[Stored data entries]
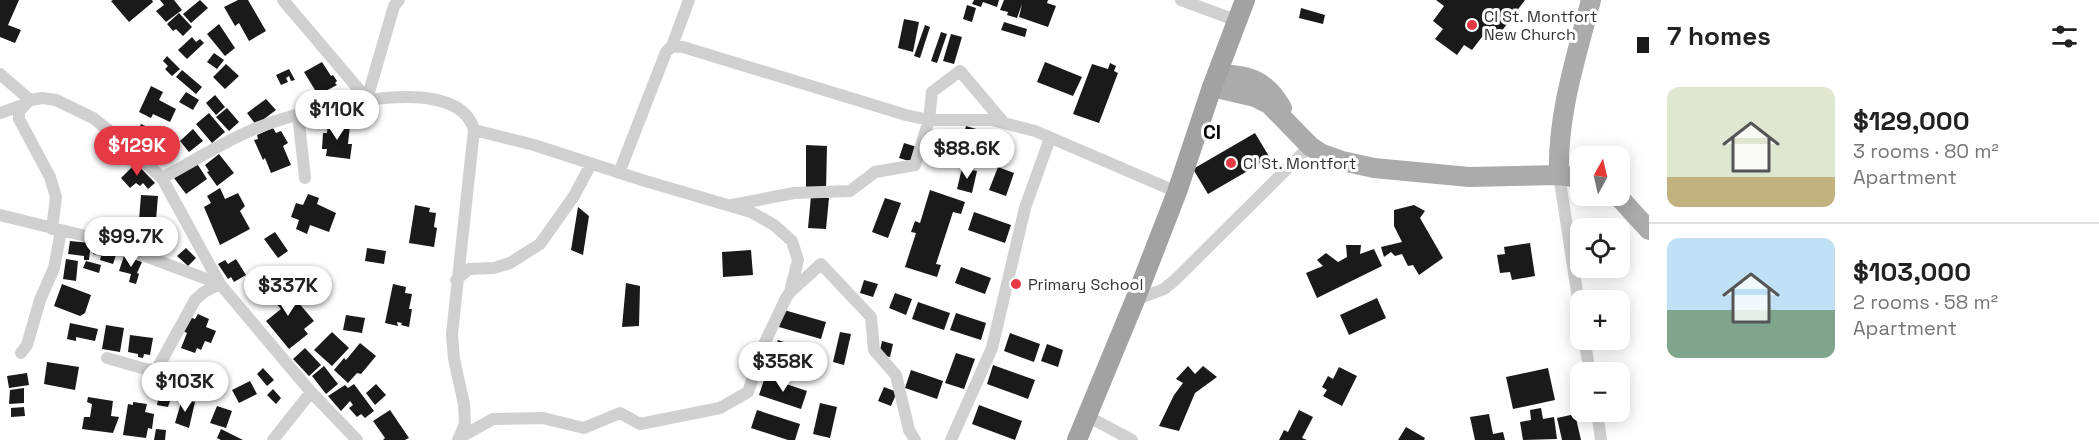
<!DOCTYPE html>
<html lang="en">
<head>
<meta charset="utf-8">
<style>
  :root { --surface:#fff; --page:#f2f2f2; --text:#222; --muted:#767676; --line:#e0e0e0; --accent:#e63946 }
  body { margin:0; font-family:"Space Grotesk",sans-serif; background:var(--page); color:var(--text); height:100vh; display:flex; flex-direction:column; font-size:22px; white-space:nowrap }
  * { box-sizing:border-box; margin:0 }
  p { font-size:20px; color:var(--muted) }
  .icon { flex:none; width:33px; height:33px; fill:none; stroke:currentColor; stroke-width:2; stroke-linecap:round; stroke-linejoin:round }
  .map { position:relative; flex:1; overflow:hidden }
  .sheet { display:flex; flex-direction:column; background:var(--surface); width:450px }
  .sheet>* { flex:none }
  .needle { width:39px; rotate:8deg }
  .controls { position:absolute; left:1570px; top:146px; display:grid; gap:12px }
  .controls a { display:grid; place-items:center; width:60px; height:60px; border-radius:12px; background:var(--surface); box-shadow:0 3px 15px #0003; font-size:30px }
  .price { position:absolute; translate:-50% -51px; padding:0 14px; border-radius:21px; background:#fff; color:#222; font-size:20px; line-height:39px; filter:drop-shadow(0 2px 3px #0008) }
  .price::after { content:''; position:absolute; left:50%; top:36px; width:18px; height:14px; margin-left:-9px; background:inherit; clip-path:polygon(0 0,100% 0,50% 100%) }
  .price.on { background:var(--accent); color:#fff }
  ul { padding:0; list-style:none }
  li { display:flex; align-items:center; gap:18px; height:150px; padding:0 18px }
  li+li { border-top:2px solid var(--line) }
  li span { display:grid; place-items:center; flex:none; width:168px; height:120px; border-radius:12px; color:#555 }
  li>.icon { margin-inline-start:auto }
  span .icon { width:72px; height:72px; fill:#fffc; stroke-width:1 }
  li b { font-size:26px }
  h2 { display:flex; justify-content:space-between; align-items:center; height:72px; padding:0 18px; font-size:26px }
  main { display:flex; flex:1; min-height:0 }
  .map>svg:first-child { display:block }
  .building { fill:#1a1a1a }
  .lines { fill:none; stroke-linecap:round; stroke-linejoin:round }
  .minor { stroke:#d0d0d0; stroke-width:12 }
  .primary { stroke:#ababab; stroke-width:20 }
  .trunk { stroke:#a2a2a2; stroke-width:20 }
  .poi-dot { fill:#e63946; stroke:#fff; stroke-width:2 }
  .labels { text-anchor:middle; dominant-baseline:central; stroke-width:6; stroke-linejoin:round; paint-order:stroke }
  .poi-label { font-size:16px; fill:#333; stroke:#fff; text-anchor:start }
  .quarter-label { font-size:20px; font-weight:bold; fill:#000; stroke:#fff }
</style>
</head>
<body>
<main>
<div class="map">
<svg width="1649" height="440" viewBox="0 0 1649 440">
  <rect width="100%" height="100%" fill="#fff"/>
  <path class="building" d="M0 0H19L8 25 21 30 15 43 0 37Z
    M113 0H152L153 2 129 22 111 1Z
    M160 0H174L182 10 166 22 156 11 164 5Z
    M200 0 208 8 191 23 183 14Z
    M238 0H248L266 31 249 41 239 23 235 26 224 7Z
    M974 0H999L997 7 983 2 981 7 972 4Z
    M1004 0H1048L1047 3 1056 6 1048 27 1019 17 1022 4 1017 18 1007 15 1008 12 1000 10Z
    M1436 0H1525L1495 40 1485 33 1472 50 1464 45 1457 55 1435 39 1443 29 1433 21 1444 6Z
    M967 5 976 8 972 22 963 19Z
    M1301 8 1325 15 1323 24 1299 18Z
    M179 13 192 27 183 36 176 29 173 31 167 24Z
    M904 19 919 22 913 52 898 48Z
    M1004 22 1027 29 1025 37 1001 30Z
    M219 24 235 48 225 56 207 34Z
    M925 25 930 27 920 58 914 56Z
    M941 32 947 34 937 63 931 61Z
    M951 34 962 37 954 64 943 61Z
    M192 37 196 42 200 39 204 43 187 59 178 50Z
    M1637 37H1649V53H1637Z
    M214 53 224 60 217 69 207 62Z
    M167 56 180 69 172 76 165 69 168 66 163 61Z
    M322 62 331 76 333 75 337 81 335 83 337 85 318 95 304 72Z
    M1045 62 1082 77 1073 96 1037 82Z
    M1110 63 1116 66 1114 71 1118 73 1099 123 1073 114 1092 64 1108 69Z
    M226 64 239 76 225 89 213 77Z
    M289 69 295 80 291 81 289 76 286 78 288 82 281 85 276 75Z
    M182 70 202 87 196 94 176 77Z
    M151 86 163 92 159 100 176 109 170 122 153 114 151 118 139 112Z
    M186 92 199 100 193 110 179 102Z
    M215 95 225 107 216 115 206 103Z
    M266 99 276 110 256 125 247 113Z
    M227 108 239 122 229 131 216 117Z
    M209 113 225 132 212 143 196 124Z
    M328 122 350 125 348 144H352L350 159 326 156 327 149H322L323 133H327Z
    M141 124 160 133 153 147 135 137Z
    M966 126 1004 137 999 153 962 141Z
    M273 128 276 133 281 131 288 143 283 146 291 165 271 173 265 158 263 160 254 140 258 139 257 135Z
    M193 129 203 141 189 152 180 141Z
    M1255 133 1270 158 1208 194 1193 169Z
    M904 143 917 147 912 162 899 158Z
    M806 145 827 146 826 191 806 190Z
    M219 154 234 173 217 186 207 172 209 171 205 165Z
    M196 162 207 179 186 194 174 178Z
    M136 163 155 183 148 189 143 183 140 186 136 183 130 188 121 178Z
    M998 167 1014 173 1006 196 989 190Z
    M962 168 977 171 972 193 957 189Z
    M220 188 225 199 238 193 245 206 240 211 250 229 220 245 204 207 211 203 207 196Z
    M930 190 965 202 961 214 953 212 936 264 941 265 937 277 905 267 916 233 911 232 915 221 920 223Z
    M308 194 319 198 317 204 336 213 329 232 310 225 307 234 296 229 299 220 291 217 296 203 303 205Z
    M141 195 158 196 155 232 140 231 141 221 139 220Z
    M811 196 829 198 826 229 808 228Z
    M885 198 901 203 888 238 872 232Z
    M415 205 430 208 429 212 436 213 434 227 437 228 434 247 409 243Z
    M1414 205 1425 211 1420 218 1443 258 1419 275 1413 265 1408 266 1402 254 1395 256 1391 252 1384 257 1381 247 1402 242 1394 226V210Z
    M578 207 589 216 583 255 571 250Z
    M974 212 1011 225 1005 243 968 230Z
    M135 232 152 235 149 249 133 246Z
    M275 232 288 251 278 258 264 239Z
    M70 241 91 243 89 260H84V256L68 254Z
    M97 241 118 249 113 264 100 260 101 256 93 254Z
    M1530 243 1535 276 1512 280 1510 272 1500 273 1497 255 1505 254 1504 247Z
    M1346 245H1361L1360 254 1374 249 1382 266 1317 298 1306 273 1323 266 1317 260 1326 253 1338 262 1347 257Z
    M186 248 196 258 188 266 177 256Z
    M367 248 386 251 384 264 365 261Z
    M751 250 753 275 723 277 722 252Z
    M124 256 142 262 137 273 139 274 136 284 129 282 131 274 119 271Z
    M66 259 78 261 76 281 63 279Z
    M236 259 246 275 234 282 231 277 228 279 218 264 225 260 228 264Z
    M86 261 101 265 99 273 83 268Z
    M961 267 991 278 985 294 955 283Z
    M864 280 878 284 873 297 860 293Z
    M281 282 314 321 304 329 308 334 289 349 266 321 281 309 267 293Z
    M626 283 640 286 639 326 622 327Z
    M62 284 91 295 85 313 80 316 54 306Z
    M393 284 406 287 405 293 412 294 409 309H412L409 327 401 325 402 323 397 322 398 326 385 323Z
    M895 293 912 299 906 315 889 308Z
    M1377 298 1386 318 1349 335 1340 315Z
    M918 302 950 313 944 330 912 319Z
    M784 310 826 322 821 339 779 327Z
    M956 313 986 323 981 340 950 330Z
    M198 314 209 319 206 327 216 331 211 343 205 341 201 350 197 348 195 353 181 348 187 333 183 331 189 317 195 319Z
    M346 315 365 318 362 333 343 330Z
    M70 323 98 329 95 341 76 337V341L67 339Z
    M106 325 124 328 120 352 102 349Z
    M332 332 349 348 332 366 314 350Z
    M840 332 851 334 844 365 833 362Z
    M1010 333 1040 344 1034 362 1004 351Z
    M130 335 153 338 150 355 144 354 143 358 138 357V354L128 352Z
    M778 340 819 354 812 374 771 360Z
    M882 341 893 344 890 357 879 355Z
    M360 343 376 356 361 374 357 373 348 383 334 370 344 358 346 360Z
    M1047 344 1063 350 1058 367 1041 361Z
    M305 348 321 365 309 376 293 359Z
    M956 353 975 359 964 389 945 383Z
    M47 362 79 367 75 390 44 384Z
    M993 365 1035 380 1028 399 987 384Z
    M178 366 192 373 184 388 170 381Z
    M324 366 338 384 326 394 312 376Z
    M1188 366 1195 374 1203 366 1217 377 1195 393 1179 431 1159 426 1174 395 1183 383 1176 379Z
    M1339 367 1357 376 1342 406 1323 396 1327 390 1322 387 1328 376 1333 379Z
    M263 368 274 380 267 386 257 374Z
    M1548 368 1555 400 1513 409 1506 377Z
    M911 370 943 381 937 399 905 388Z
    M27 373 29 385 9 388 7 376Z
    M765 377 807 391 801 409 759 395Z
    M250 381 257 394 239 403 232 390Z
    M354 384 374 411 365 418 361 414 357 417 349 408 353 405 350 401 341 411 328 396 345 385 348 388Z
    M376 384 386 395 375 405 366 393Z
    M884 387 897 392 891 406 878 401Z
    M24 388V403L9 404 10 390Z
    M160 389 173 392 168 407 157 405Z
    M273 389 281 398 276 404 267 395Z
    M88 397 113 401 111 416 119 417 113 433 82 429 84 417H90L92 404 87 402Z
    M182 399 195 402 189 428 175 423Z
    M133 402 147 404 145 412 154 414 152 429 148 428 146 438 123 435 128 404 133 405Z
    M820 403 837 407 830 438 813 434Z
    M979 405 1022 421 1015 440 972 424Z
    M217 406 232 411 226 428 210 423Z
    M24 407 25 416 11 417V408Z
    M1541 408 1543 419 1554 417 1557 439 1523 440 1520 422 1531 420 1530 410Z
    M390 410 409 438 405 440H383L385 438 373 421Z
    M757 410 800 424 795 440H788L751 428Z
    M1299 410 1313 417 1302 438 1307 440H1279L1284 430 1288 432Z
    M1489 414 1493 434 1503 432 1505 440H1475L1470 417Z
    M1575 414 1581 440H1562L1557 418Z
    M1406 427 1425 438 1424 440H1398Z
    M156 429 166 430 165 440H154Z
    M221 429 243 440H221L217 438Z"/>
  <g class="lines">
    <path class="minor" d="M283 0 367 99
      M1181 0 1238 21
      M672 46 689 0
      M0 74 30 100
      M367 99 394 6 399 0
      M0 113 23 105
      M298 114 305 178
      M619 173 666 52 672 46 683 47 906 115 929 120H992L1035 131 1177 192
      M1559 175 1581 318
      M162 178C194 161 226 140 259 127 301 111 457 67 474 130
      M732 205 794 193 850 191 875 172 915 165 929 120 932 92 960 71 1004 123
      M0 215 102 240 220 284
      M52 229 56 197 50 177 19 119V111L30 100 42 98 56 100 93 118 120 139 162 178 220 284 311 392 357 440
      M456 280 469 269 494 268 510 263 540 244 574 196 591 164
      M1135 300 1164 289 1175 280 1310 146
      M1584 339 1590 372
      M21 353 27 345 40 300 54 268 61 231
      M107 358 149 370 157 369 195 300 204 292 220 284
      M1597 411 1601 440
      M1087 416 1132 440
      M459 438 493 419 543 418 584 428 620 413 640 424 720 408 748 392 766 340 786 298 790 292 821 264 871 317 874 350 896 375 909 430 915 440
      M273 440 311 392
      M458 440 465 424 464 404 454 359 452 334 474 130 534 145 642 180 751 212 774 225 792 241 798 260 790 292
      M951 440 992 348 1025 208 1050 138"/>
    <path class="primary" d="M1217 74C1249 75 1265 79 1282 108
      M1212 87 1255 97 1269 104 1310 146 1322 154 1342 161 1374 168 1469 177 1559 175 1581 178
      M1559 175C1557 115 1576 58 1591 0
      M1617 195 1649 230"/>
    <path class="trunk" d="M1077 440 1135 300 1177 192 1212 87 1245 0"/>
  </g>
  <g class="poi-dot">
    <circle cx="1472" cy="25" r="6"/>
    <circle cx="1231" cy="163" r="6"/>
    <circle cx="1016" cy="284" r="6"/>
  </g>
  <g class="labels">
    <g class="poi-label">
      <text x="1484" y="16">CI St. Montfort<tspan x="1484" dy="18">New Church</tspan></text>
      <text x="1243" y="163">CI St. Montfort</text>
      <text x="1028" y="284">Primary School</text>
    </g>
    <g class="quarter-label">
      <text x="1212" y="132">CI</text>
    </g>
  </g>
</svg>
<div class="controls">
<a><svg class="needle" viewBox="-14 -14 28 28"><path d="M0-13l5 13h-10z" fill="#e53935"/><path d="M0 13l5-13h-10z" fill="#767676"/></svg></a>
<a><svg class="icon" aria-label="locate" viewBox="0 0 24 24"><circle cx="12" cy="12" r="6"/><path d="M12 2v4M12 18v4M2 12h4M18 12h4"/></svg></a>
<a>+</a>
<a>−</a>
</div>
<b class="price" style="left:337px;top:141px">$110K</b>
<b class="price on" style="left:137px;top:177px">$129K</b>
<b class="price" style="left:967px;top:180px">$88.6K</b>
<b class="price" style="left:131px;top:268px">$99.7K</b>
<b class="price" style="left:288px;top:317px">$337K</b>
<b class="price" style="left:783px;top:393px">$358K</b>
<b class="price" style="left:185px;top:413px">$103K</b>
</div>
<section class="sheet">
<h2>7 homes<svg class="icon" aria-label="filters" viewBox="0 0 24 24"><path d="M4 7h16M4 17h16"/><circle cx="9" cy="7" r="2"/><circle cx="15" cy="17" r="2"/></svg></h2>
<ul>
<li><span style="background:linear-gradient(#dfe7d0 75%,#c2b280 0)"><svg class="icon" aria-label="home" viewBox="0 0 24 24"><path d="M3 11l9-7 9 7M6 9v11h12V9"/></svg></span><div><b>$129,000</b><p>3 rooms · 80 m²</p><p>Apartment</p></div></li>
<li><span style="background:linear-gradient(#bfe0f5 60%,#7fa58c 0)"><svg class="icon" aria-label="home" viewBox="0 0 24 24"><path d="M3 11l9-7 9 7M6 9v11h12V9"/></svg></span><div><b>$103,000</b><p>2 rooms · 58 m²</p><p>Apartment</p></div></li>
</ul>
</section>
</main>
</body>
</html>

◆ WHAT TO DO
What is needed is an exact copy of the lines above, from the one containing "M882 341 893 344 890 357 879 355Z" through the one containing "M263 368 274 380 267 386 257 374Z", with nothing added.

◆ EXPECTED OUTPUT
    M882 341 893 344 890 357 879 355Z
    M360 343 376 356 361 374 357 373 348 383 334 370 344 358 346 360Z
    M1047 344 1063 350 1058 367 1041 361Z
    M305 348 321 365 309 376 293 359Z
    M956 353 975 359 964 389 945 383Z
    M47 362 79 367 75 390 44 384Z
    M993 365 1035 380 1028 399 987 384Z
    M178 366 192 373 184 388 170 381Z
    M324 366 338 384 326 394 312 376Z
    M1188 366 1195 374 1203 366 1217 377 1195 393 1179 431 1159 426 1174 395 1183 383 1176 379Z
    M1339 367 1357 376 1342 406 1323 396 1327 390 1322 387 1328 376 1333 379Z
    M263 368 274 380 267 386 257 374Z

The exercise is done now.